■ Assigned task
Say how many lines in the material below contain the word "controls", giving the number alone.

■ Given entries
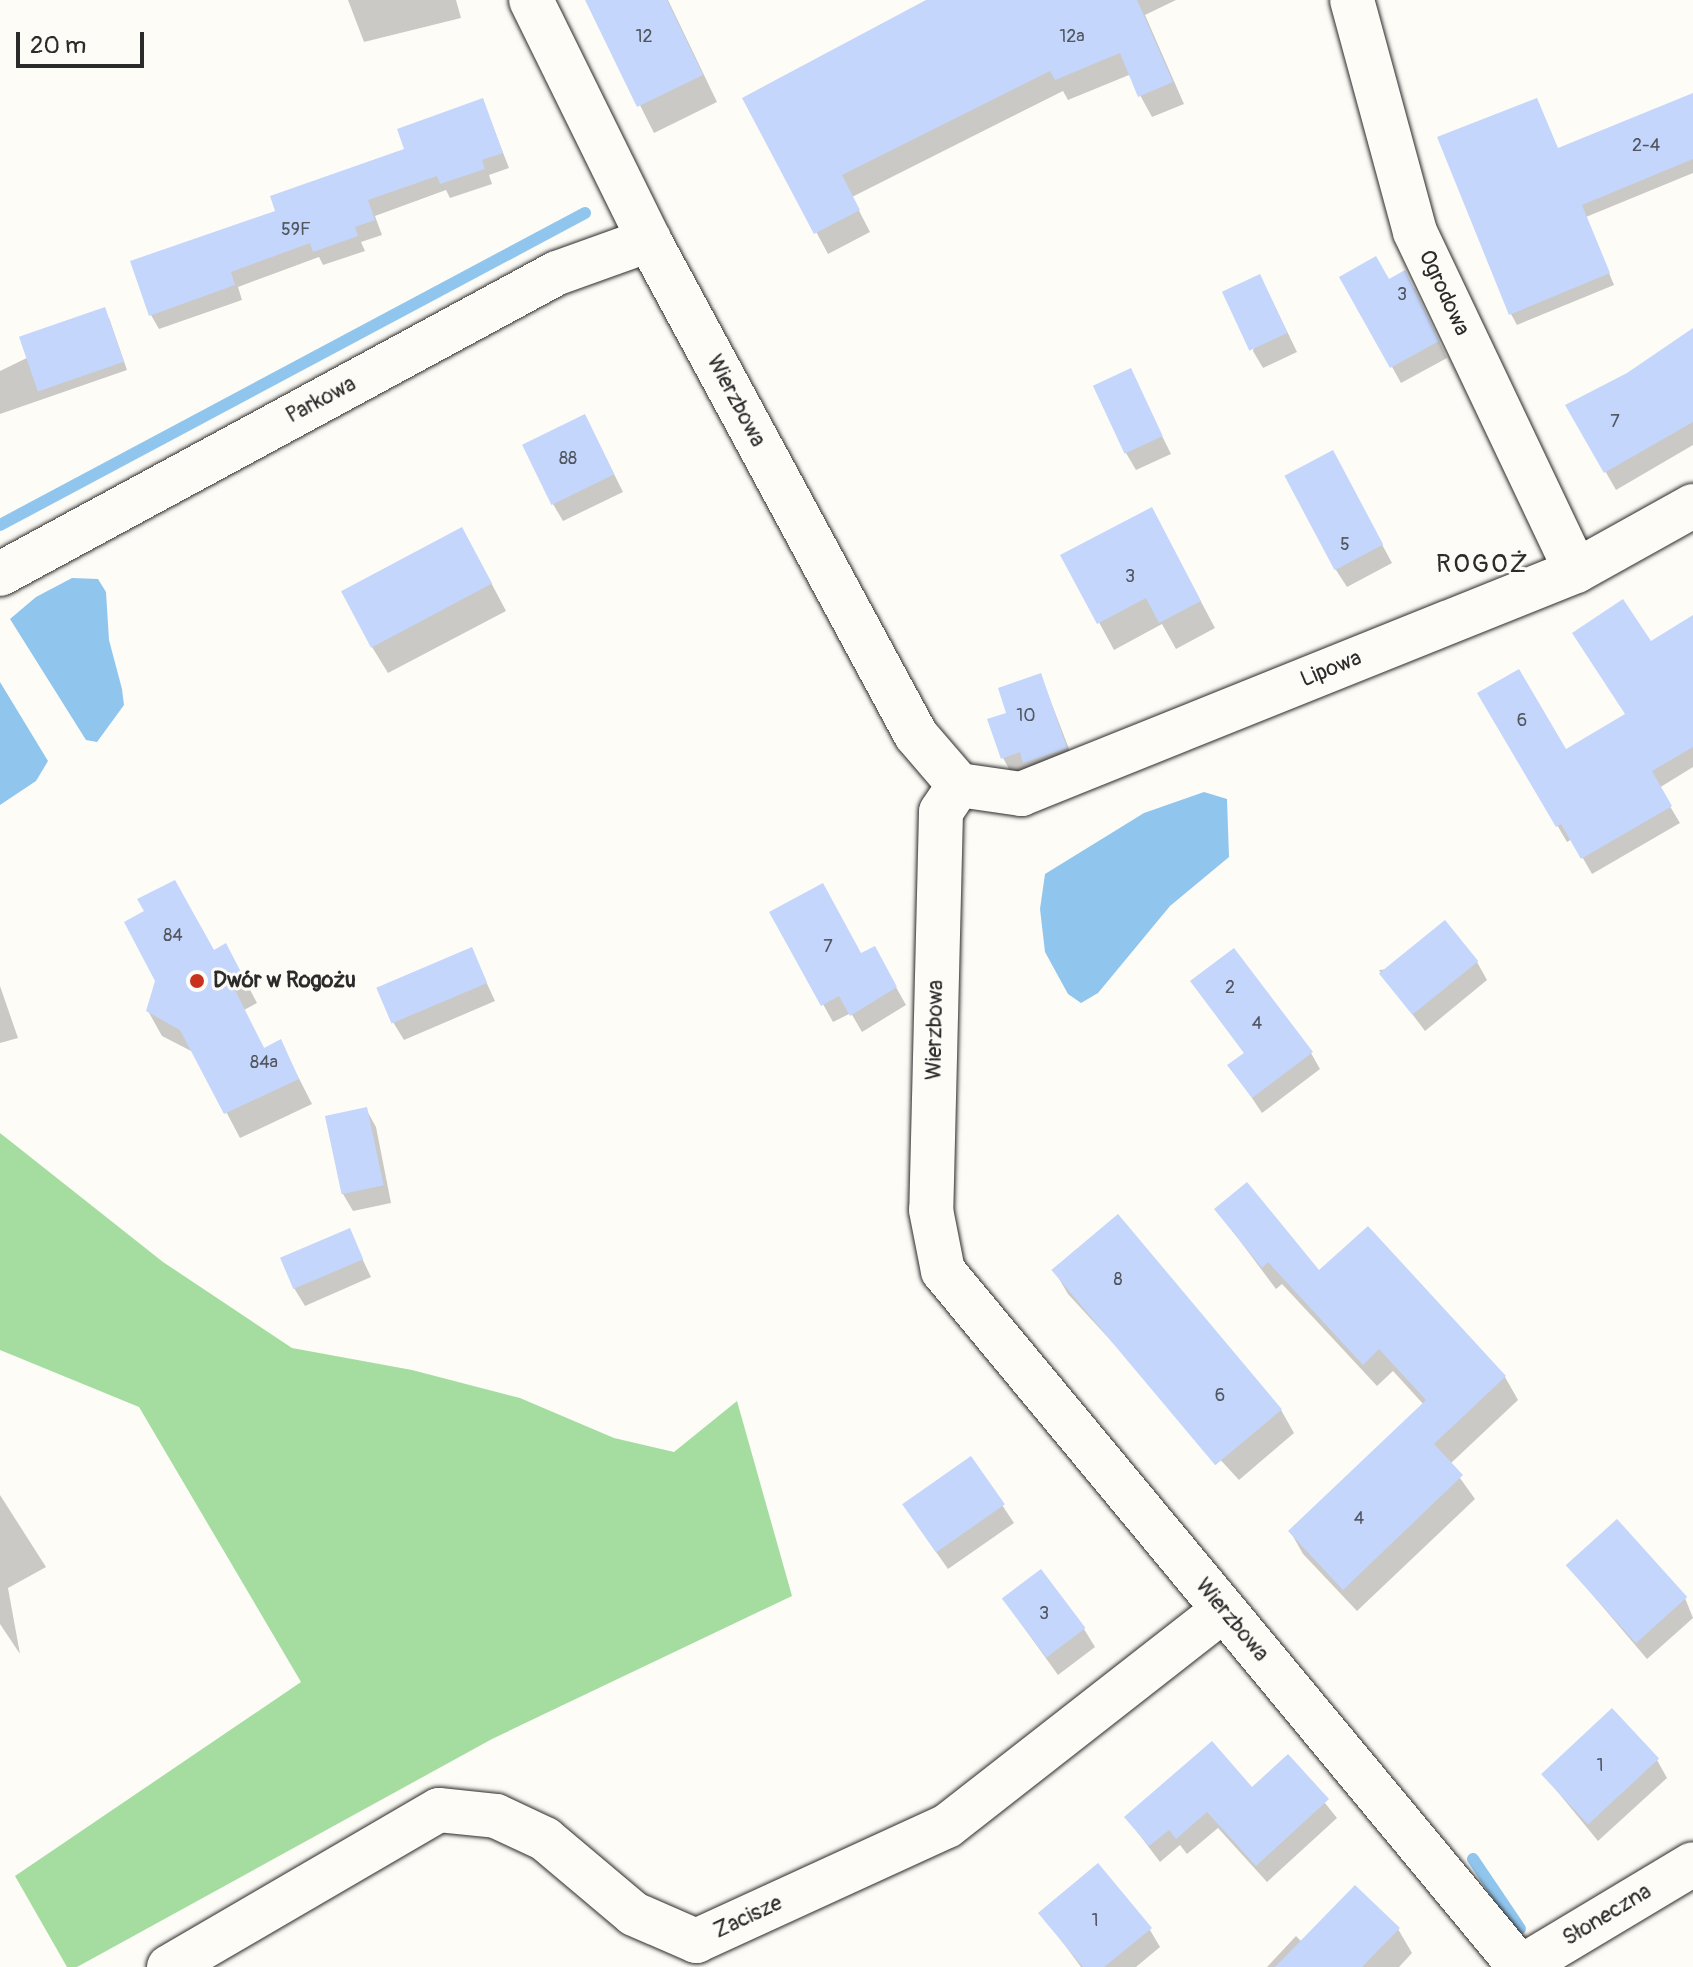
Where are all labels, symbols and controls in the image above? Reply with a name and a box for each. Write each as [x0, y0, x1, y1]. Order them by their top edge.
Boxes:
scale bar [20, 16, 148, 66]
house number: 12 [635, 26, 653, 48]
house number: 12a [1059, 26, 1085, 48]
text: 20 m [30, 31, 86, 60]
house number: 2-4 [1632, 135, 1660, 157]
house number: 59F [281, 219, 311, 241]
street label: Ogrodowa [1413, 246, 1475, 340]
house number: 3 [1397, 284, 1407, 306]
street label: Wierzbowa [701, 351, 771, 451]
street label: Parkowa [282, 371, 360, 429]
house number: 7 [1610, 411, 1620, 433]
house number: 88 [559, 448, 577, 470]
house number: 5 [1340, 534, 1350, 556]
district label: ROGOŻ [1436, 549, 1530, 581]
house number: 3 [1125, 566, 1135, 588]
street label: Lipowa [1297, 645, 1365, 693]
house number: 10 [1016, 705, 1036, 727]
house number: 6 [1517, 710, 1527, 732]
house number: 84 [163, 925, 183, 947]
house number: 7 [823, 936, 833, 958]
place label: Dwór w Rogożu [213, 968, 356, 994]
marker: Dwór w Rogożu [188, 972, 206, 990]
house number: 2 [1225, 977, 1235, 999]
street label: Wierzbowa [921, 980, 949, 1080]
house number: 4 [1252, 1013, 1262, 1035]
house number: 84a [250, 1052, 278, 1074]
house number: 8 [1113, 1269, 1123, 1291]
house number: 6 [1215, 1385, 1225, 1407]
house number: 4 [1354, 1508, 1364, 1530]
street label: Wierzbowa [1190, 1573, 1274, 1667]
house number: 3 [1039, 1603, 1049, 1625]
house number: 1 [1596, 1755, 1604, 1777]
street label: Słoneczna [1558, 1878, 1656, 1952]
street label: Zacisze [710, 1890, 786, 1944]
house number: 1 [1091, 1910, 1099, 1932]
...
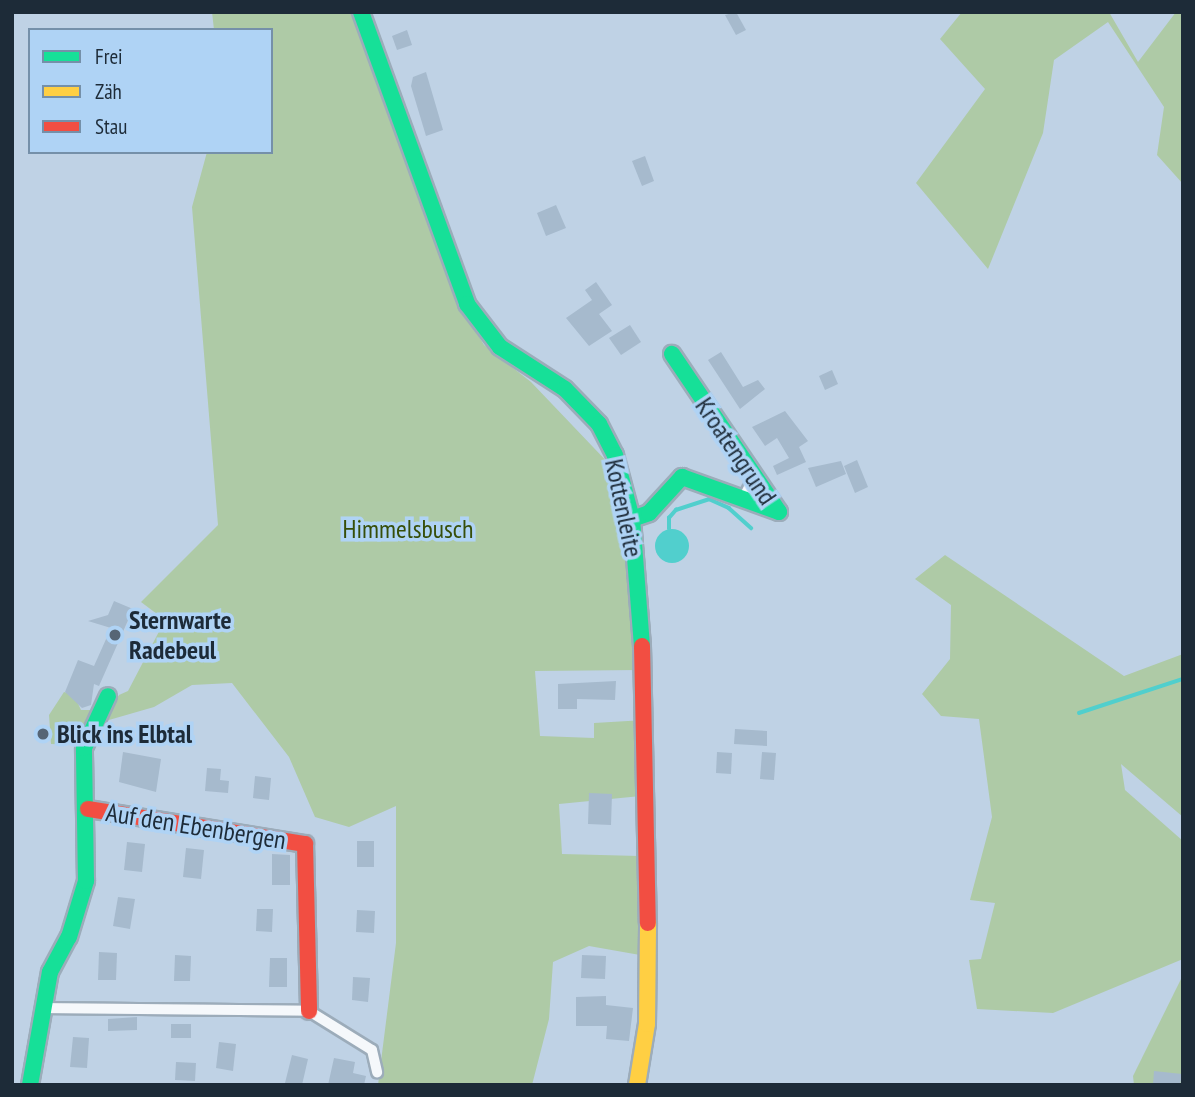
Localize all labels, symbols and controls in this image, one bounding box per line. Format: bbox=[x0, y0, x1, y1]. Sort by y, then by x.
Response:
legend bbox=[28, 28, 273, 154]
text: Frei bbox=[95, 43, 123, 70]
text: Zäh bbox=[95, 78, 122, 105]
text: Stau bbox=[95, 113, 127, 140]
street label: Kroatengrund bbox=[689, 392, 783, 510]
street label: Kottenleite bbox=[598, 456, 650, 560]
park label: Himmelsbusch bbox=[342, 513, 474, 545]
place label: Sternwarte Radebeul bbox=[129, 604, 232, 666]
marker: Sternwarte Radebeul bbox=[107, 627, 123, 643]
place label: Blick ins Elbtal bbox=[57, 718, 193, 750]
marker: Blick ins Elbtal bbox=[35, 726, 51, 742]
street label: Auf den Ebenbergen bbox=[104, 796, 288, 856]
...
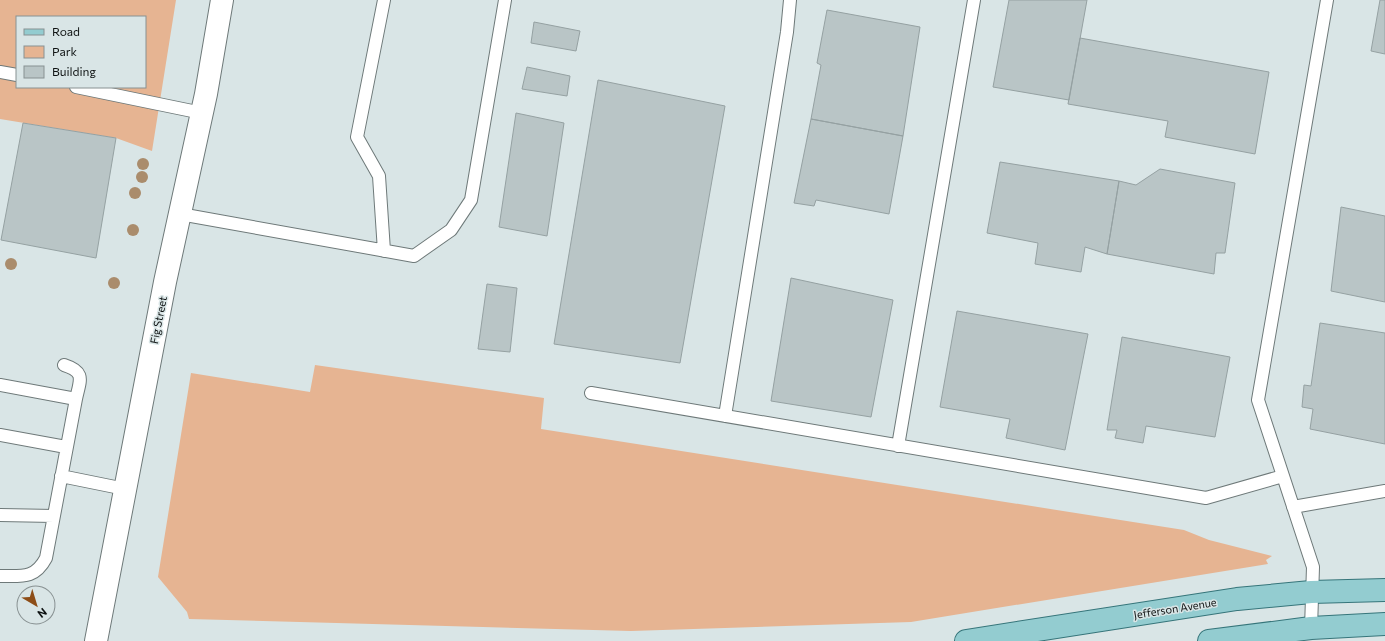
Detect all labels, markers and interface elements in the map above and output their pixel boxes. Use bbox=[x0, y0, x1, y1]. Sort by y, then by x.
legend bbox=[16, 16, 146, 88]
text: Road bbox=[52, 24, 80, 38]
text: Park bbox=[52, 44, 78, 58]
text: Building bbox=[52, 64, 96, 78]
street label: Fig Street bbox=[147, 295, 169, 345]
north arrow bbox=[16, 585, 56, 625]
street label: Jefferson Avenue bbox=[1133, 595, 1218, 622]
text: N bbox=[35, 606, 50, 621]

■ Task answer
2